En la costa este de Mallorca te encuentras con Porto Cristo. Está bastante alejado de las zonas más masificadas de la isla. Este sitio tiene un origen pesquero que todavía se nota bastante en sus calles. Y la verdad es que mantiene ese ritmo de pueblo que vive de cara al agua, un lugar donde la gente suele venir atraída por las inmensas cavidades subterráneas de las afueras para luego acabar quedándose a pasar la tarde tomando algo frente al mar.
Las famosas Coves del Drac
Tienes que ver las Cuevas del Drach. Son cuatro espacios inmensos que se conectan por debajo de la tierra de forma natural, pasando por la cueva Negra, la Blanca, la de Luis Salvador y la de los Franceses. Todo en un recorrido donde el agua y los minerales llevan millones de años creando formas raras en el techo y el suelo. Al final llegas al lago Martel. Es uno de los lagos subterráneos más grandes que existen. Aquí apagan casi todas las luces y unos músicos aparecen tocando música clásica sobre unas barcas. Compra tu entrada con antelación si vienes en pleno agosto porque las colas para entrar pueden ser muy pesadas.

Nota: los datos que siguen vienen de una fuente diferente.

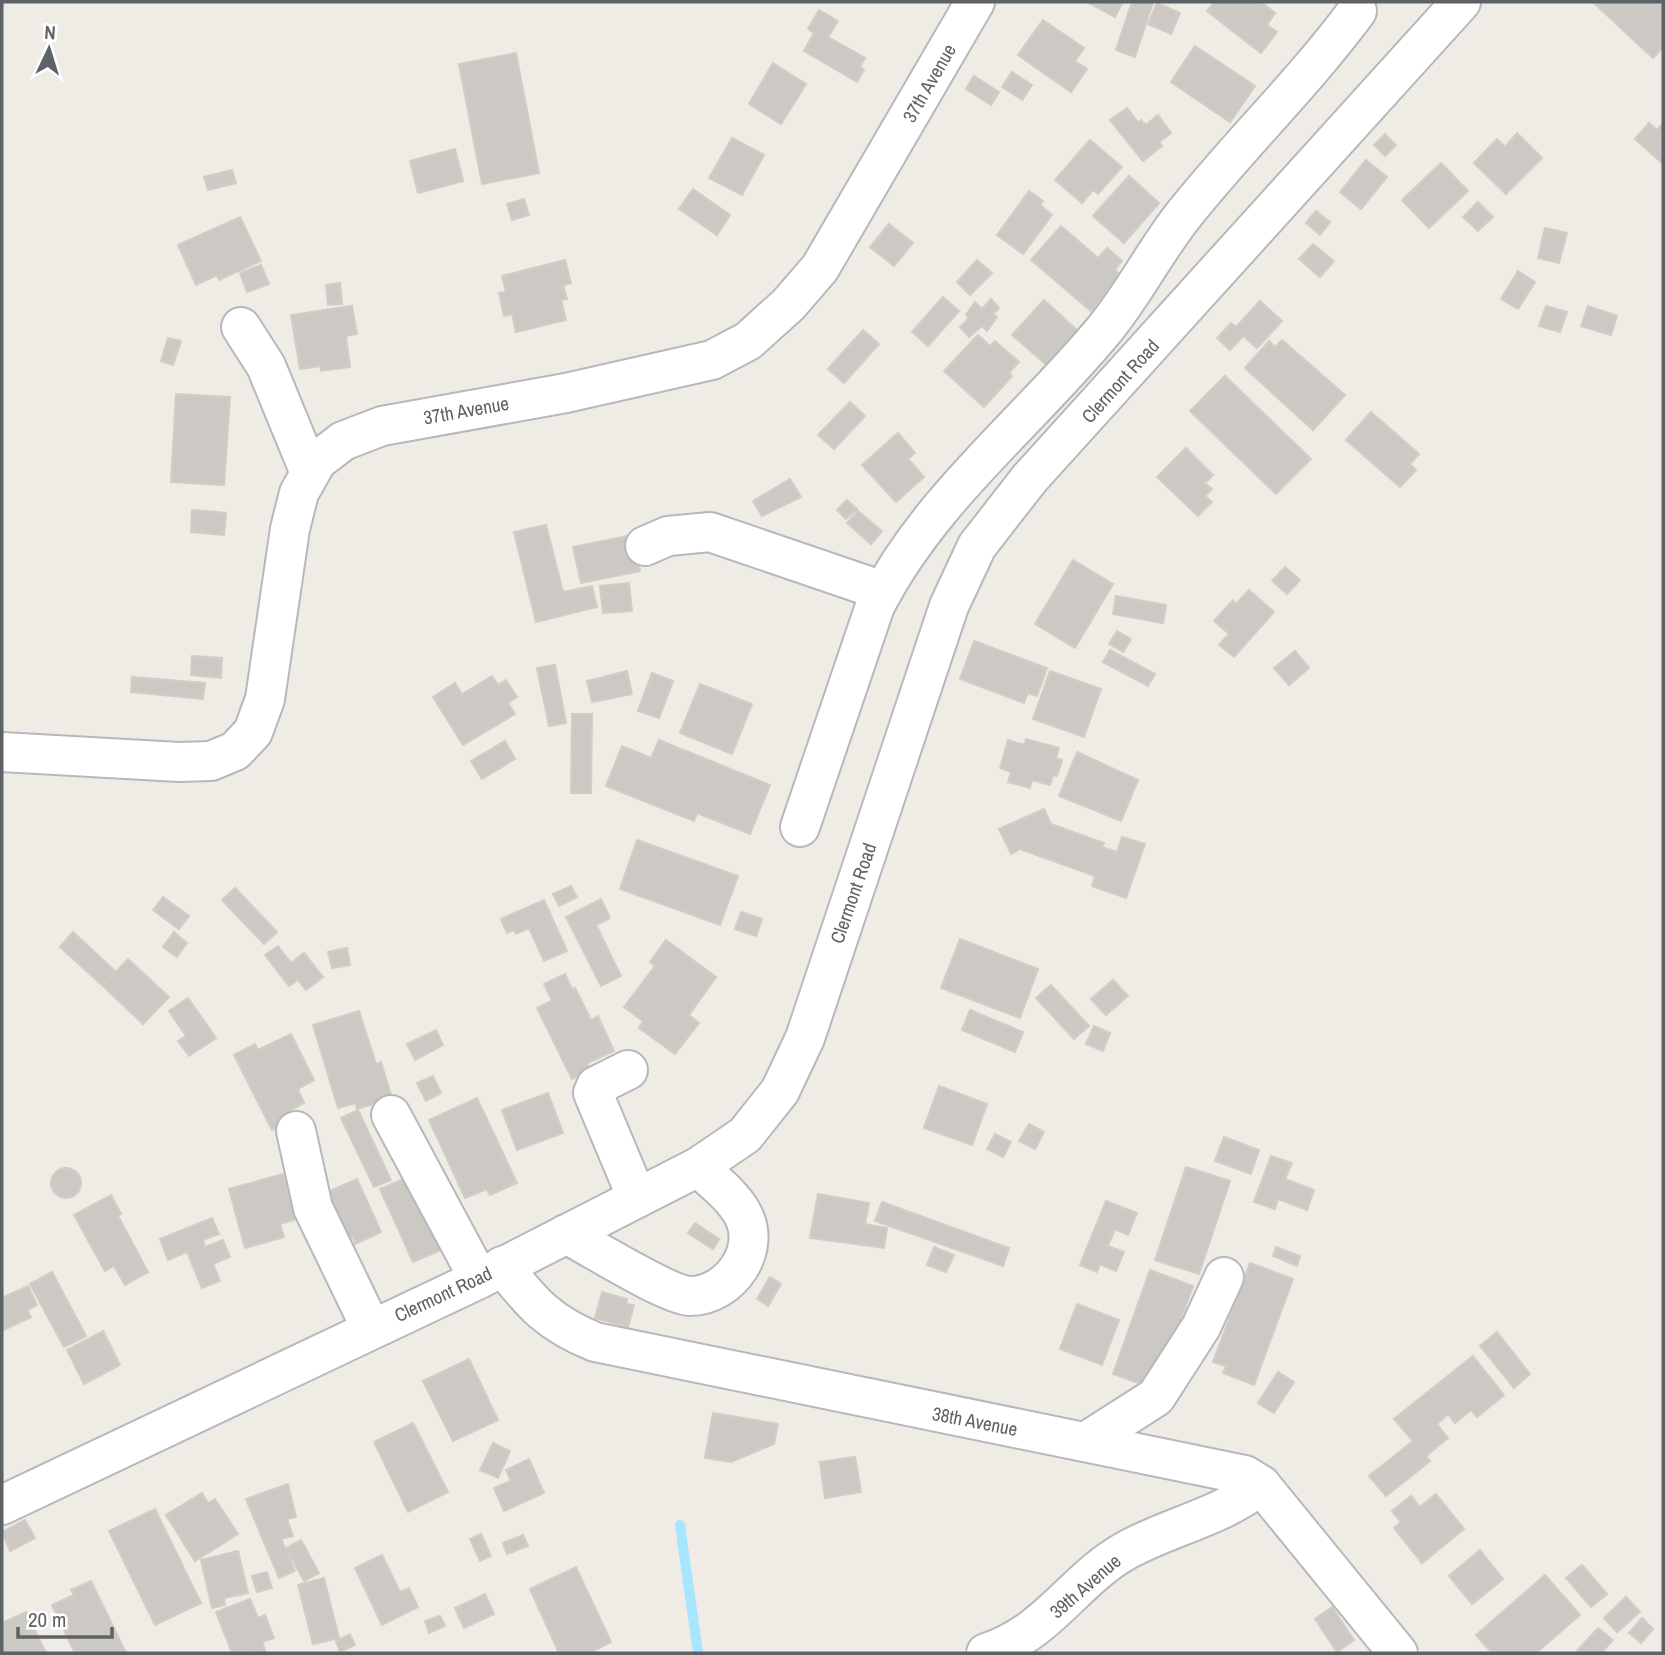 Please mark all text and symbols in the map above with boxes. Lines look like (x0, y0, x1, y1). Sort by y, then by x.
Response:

Calles peatonales y ruinas del siglo V
Si caminas por el centro histórico acabarás en el Passeig de la Sirena. Hay una escultura del artista Pere Pujol que le da nombre a este tramo. Justo ahí tienes terrazas para sentarte un rato frente a la bahía. La iglesia de la Mare de Déu del Carme domina la zona con su arquitectura neorrománica. Pero lo más antiguo de Porto Cristo está en Sa Carrotja. Quedan los restos de una basílica paleocristiana donde todavía se distingue una pila bautismal del siglo V entre las piedras.
El puerto y los barcos
Aquí los yates modernos comparten amarre con las típicas barcas de pesca mallorquinas. El Club Náutico lleva funcionando desde los años sesenta. En los locales de esta zona siempre ha sido tradicional pedir un buen arroz caldoso o una langosta. Eso sí, ten en cuenta que la oferta de restauración cambia mucho con las décadas. Da una vuelta por el muelle y comprueba qué sitios siguen abiertos hoy sirviendo el pescado fresco de la lonja local.
La arena del pueblo y las calas cercanas
La playa principal de Porto Cristo está literalmente pegada a los barcos. Es muy cómoda si no quieres coger el coche. Pero a muy poca distancia tienes Cala Anguila y Cala Mandia. El agua allí suele estar muy tranquila casi todos los días. Son zonas rocosas perfectas para hacer snorkel o alquilar un kayak un par de horas por la mañana.
El mercado y las formaciones de Hams
Las Coves del Drac tienen competencia cerca. Las Coves del Hams son conocidas por unas formaciones geológicas que parecen anzuelos, que es exactamente lo que significa la palabra «hams» en catalán. También tienen su propio lago subterráneo llamado el Mar de Venecia. El pueblo contaba tradicionalmente con un acuario dedicado a la fauna del Mediterráneo, aunque te recomiendo verificar en internet si las instalaciones siguen operando actualmente antes de planear la visita. Los domingos por la mañana suelen montar un mercadillo en el paseo. Es un buen momento para cruzarte con los vecinos y comprar algún producto artesanal antes de irte.